Sommaire
Des niveaux de pollution atmosphérique alarmants
En 2024, la pollution de l’air a atteint des niveaux préoccupants dans plusieurs grandes villes mondiales, compromettant la santé de millions de personnes.
Selon l’Organisation Mondiale de la Santé (OMS), environ 4 millions de décès prématurés annuels sont attribués à la pollution atmosphérique. Les particules fines s’infiltrent profondément dans les poumons et le système cardiovasculaire, augmentant les risques de maladies telles que les infections respiratoires, les accidents vasculaires cérébraux et les cancers.
La pollution de l’air est donc un des dangers environnementaux majeurs pour la santé humaine.
Des villes particulièrement à risque
Un rapport préoccupant d’IQAir
En mars dernier, la société suisse IQAir a publié une étude sur la qualité de l’air, révélant une concentration alarmante de particules fines (PM2,5), surpassant largement les recommandations de l’OMS dans de nombreuses villes. Certaines cités se distinguent négativement de manière significative.
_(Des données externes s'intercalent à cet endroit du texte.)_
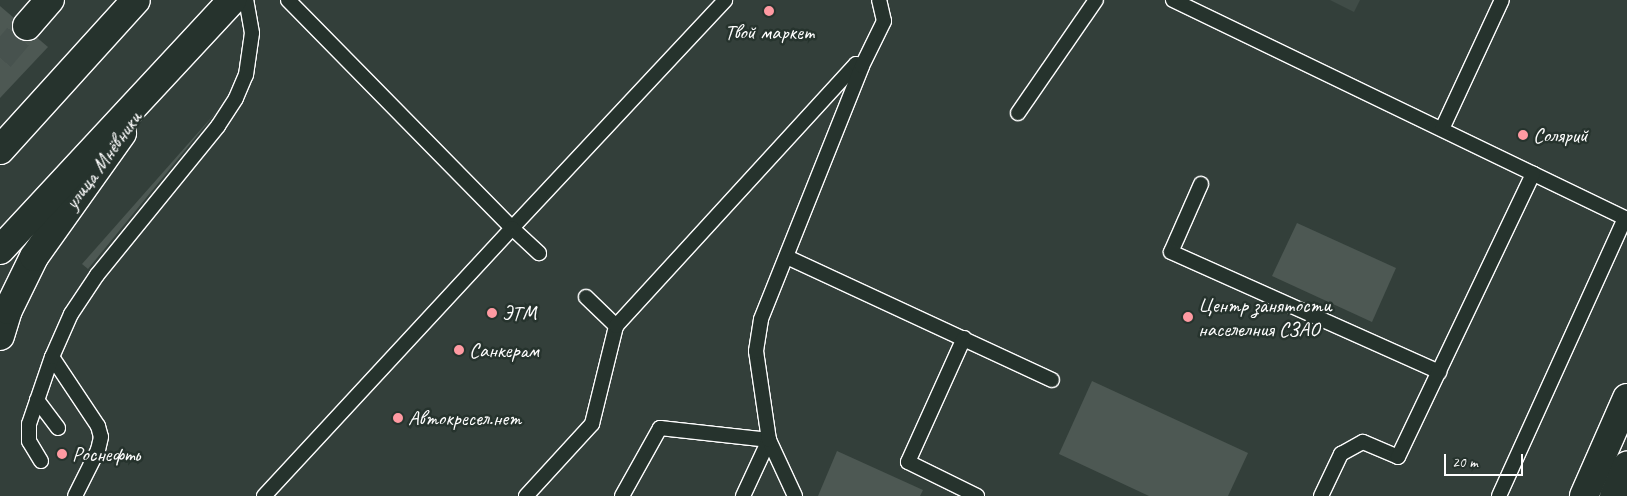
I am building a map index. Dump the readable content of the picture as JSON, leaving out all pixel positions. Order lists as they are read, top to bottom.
{
  "streets": {
    "main road": ["улица Мнёвники"]
  },
  "places": [
    "Твой маркет",
    "Солярий",
    "ЭТМ",
    "Центр занятости населелния СЗАО",
    "Санкерам",
    "Автокресел.нет",
    "Роснефть"
  ],
  "scale_bar": "20 m"
}
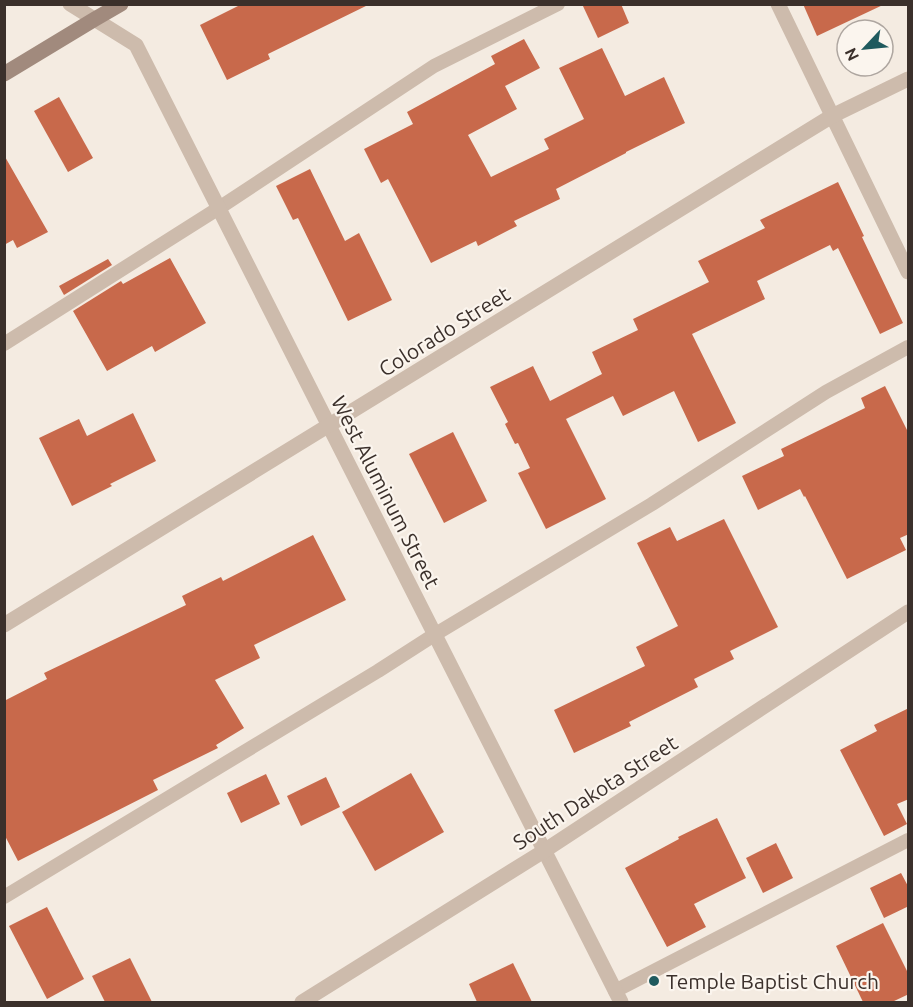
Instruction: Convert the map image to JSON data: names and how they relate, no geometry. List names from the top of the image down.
{
  "streets": {
    "street": ["Colorado Street", "West Aluminum Street", "South Dakota Street"]
  },
  "crossings": [
    ["Colorado Street", "West Aluminum Street"],
    ["West Aluminum Street", "South Dakota Street"]
  ],
  "places": ["Temple Baptist Church"],
  "north": "bottom left"
}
L’Asie en tête des zones critiques
Une majorité écrasante des centres urbains les plus touchés par la pollution atmosferique se situe en Asie, notamment en Inde et au Pakistan. Sur les 20 villes les plus polluées, 19 se trouvent en Asie, dont 11 en Inde, le pays le plus peuplé au monde.
Byrnihat, en Inde, occupe la première place avec une concentration annuelle moyenne de PM2,5 de 128,2 µg/m³, soit plus de 25 fois la limite recommandée par l’OMS.
D’autres villes indiennes telles que Delhi, Mullanpur et Faridabad suivent de près.
Au Pakistan, Lahore se distingue avec une concentration de 102,1 µg/m³, suivie par Dera Ismail Khan et Multan. Les niveaux élevés de pollution y sont principalement le résultat de la combustion de charbon, des émissions industrielles et des gaz d’échappement des véhicules.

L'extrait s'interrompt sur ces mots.